Artvoice: Buffalo's #1 Newsweekly
Home Blogs Web Features Calendar Listings Artvoice TV Real Estate Classifieds Contact
Previous story: June in Buffalo New Music Festival returns for 2009
Next story: On The Boards Theater Listings

The Necessity of Home-Cooked Food

homework

According to the US Census Bureau, our city has slightly fewer than 280,000 people living within its limits. This doesn’t shock me; the writing’s been on the wall for a while. But what did surprise me was another statistic I read elsewhere: Nationally, seven percent of Americans eat at McDonald’s every day. In reference to our small region, this translates to 19,600 people eating under the golden arches every single day. That is a lot of people.

CBS News claims that one in four Americans eat at fast food restaurants each day. Their Web site offers the results of a poll they conducted with more than 600 adults, which lists the 11 most common reasons people eat at fast food restaurants. The first is obvious: because it’s fast. Being a professional cook, I found the third reason a little disheartening: because they liked the flavor. The fifth reason—“I’m too busy too cook”—was also disappointing. Speed, the very activity of our daily lives, seems to plague many of us, myself included.
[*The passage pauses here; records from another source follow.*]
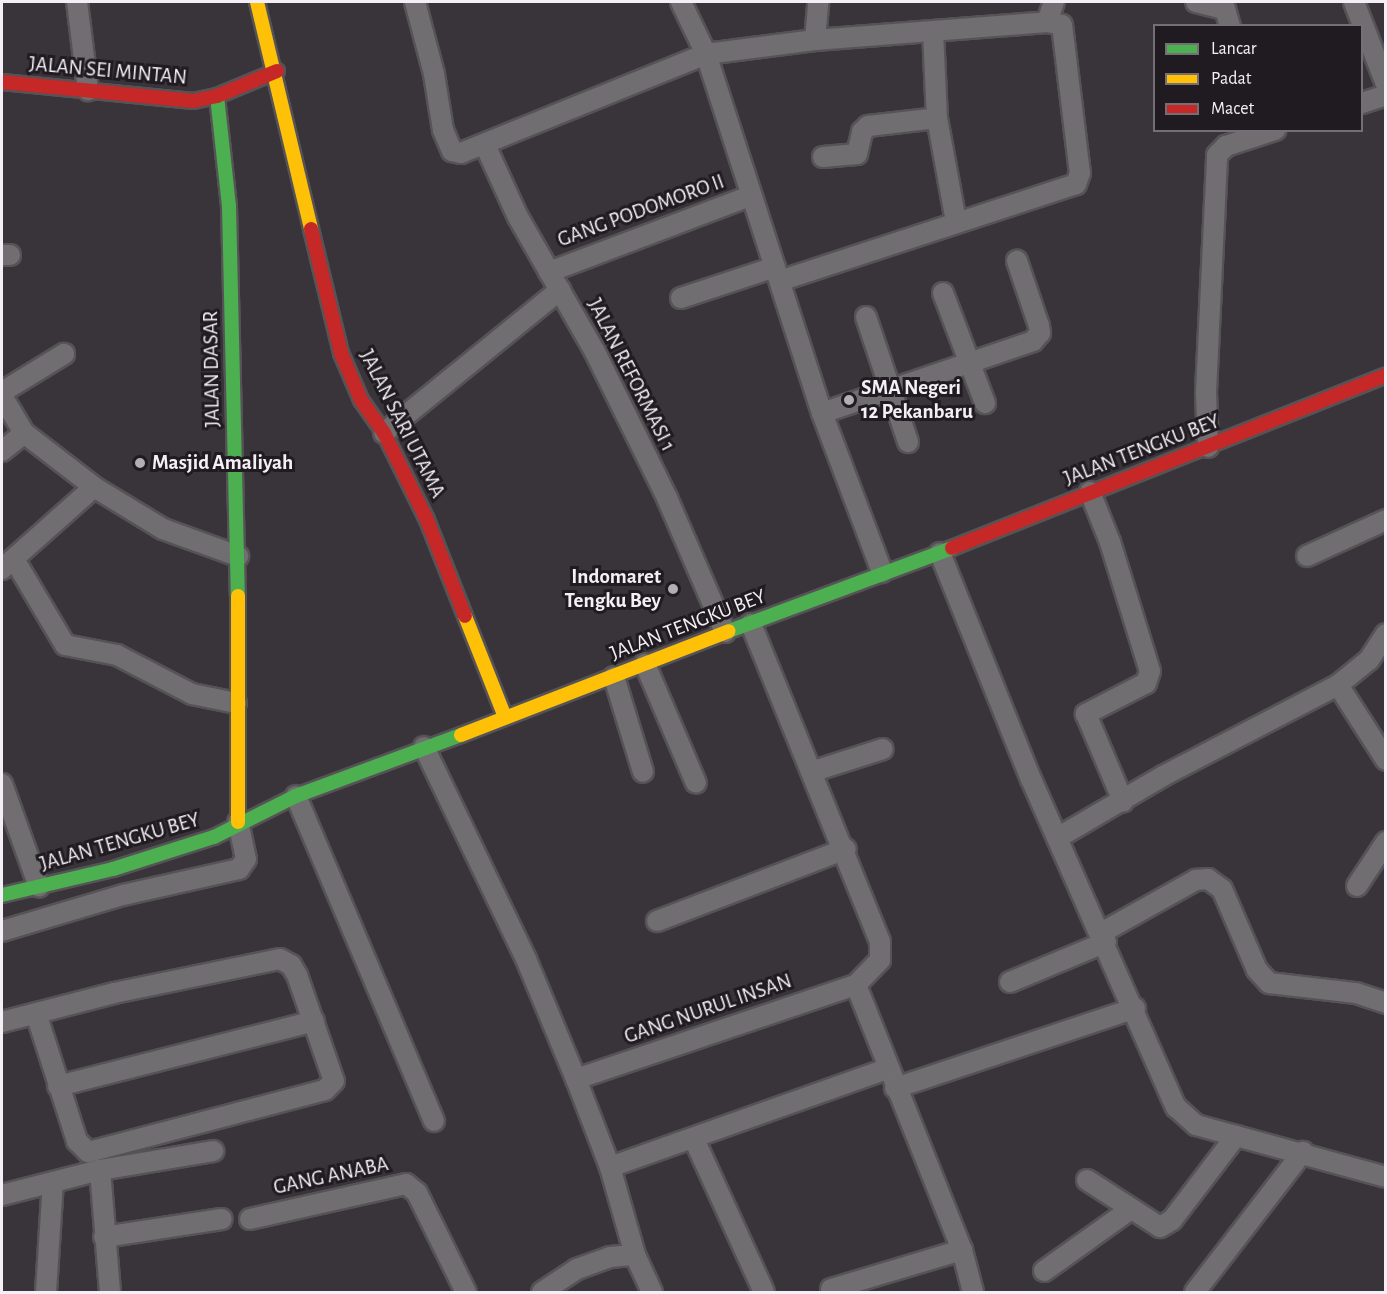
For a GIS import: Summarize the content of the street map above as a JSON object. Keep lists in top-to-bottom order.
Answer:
{
  "streets": {
    "street": [
      "JALAN SEI MINTAN",
      "GANG PODOMORO II",
      "JALAN DASAR",
      "JALAN REFORMASI 1",
      "JALAN SARI UTAMA",
      "JALAN TENGKU BEY",
      "GANG NURUL INSAN",
      "GANG ANABA"
    ]
  },
  "crossings": [
    ["JALAN SEI MINTAN", "JALAN DASAR"],
    ["JALAN SEI MINTAN", "JALAN SARI UTAMA"],
    ["GANG PODOMORO II", "JALAN REFORMASI 1"],
    ["JALAN DASAR", "JALAN TENGKU BEY"],
    ["JALAN REFORMASI 1", "JALAN TENGKU BEY"],
    ["JALAN SARI UTAMA", "JALAN TENGKU BEY"]
  ],
  "places": ["SMA Negeri 12 Pekanbaru", "Masjid Amaliyah", "Indomaret Tengku Bey"],
  "legend": ["Lancar", "Padat", "Macet"]
}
I found particularly discouraging the information at the Web site of the Society for Food Science and Technology. They say that while three quarters of our nation’s adults eat their evening meal at home, this number continues to decline…and just because it was eaten at home doesn’t necessarily mean that it was prepared there. They say that only 32 percent of us prepare our evening meals at home.
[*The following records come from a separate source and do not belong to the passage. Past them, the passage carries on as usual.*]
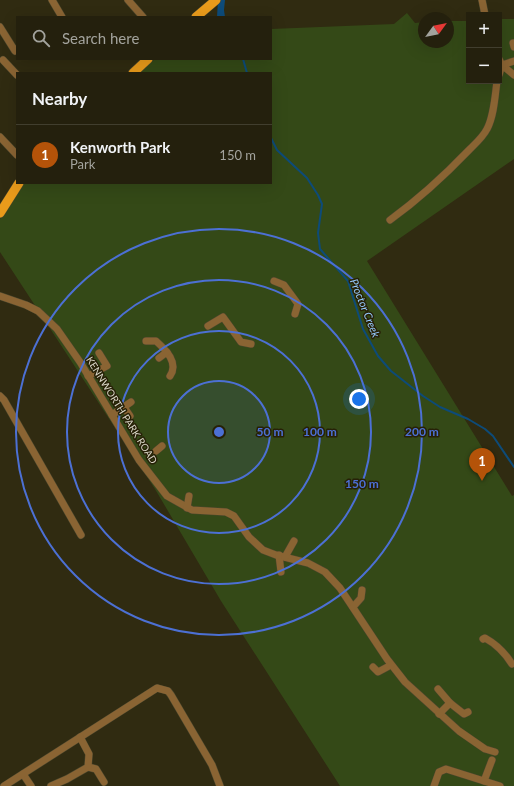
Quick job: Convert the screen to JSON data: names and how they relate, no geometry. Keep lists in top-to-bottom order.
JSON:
{
  "streets": {
    "street": ["KENNWORTH PARK ROAD"]
  },
  "water": ["Proctor Creek"],
  "north": "top right",
  "page": {
    "map_buttons": ["+", "−"],
    "search": "Search here",
    "heading": "Nearby",
    "list": [
      {
        "mark": "1",
        "name": "Kenworth Park",
        "note": "Park",
        "value": "150 m"
      }
    ],
    "pins": "1"
  },
  "rings": [
    "50 m",
    "100 m",
    "200 m",
    "150 m"
  ]
}
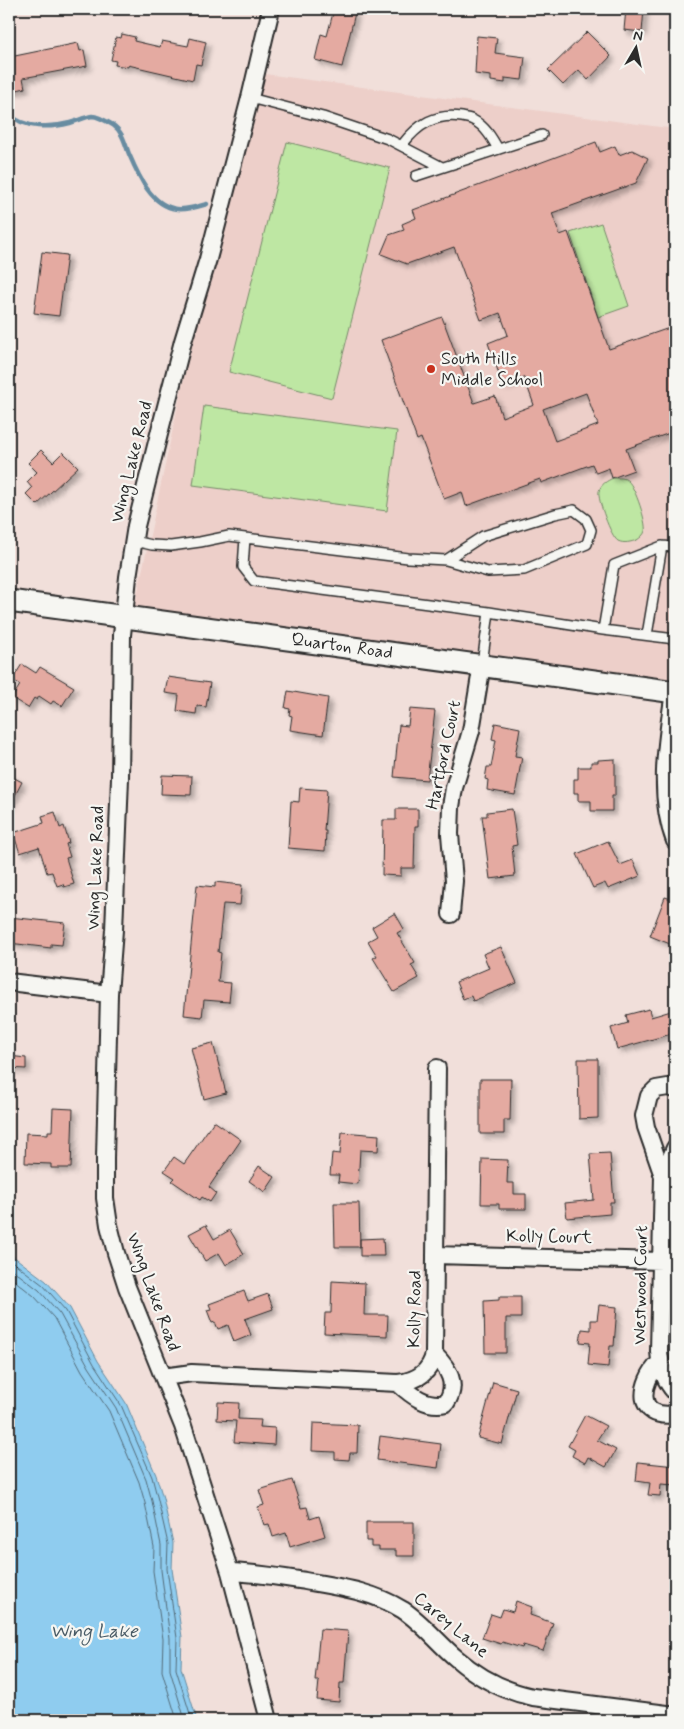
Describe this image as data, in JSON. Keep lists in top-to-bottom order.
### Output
{
  "streets": {
    "street": [
      "Wing Lake Road",
      "Quarton Road",
      "Hartford Court",
      "Kolly Court",
      "Westwood Court",
      "Kolly Road",
      "Carey Lane"
    ]
  },
  "crossings": [
    ["Wing Lake Road", "Quarton Road"],
    ["Wing Lake Road", "Kolly Road"],
    ["Wing Lake Road", "Carey Lane"],
    ["Quarton Road", "Hartford Court"],
    ["Kolly Court", "Westwood Court"],
    ["Kolly Court", "Kolly Road"]
  ],
  "water": ["Wing Lake"],
  "places": ["South Hills Middle School"],
  "north": "top"
}
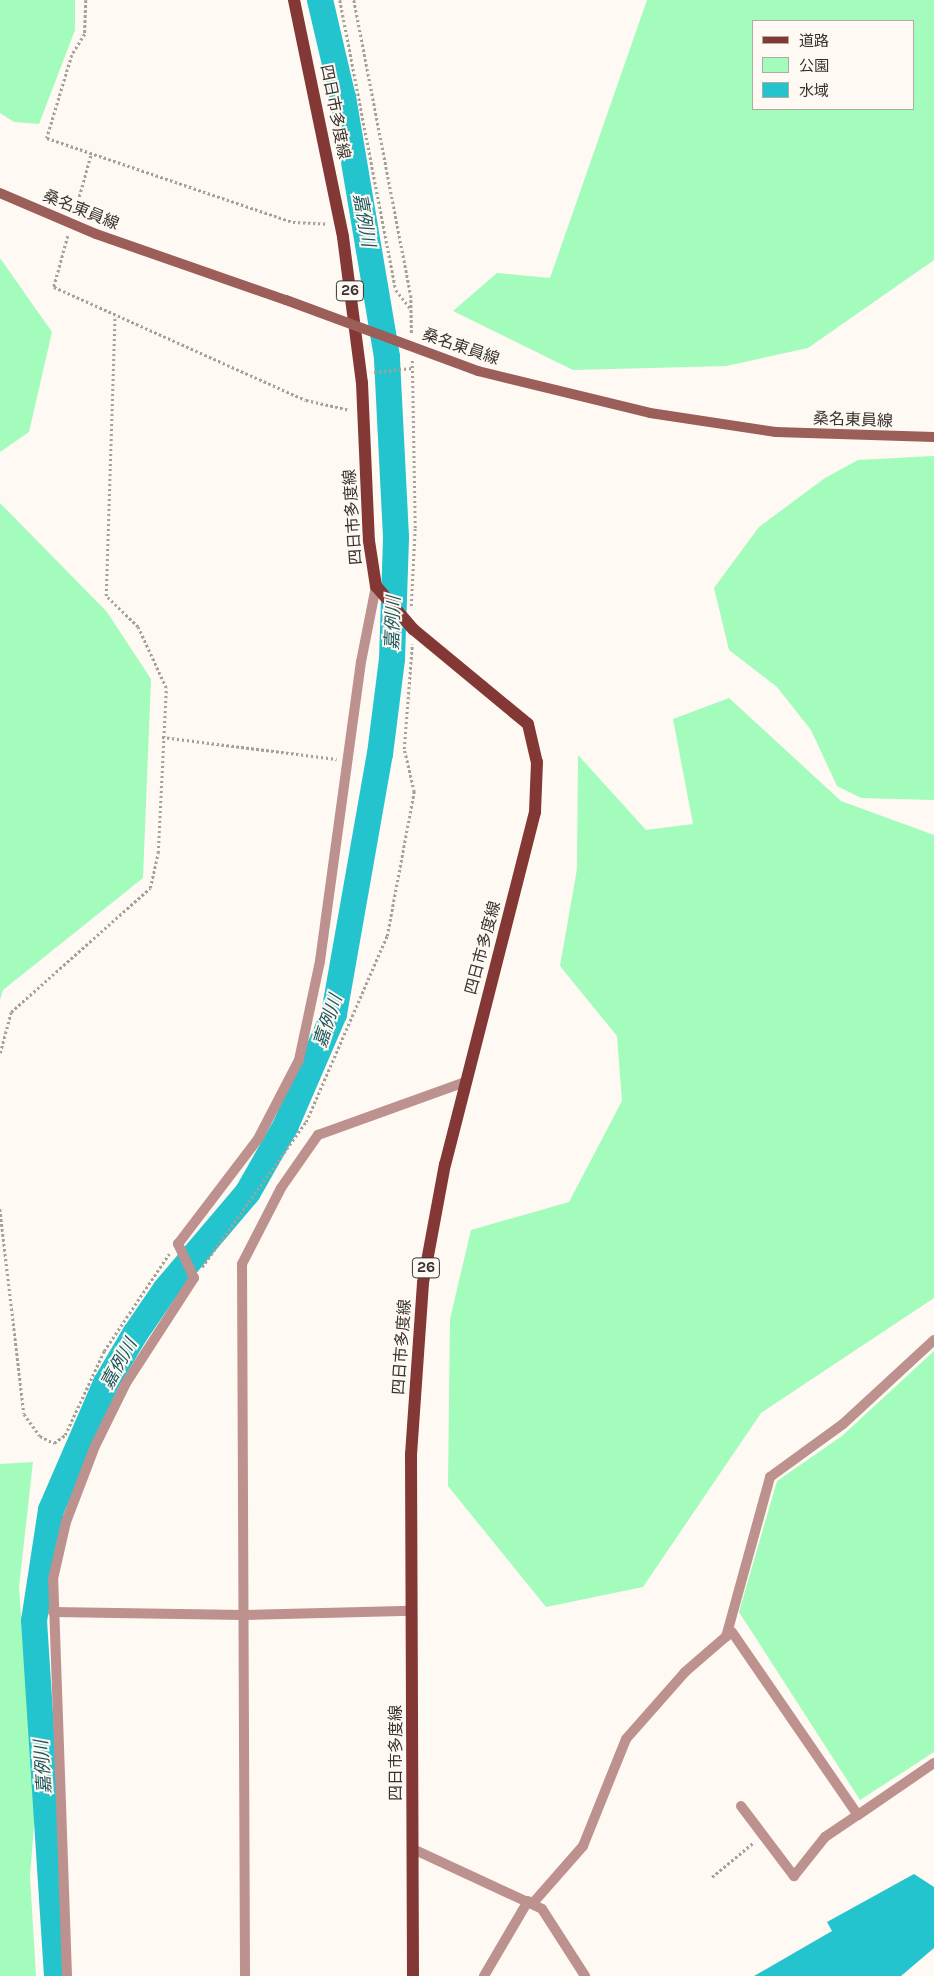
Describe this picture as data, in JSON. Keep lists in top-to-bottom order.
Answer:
{
  "streets": {
    "main road": ["四日市多度線", "桑名東員線", "26"]
  },
  "water": ["嘉例川"],
  "legend": ["道路", "公園", "水域"]
}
100 Percent Whole Wheat Bread

Makes 2 loaves

6 cups whole wheat flour, divided
2 1/4 cups water, divided
1 cup plain yogurt
2 teaspoons kosher salt
1/4 cup olive oil
1/4 cup honey
3 teaspoons instant yeast, divided

Separate the ingredients in two bowls using this ratio: In one bowl combine 4 cups of flour, 1 1/4 cups water, along with all of the yogurt and salt. Stir it just until combined; cover with plastic wrap and set aside. In a second bowl, combine the remaining 2 cups flour and 1 cup water with the olive oil, honey, and 2 teaspoons of yeast. Stir it just until combined; cover with plastic wrap and set aside. Allow the bowls to rest for at least an hour, but up to 12.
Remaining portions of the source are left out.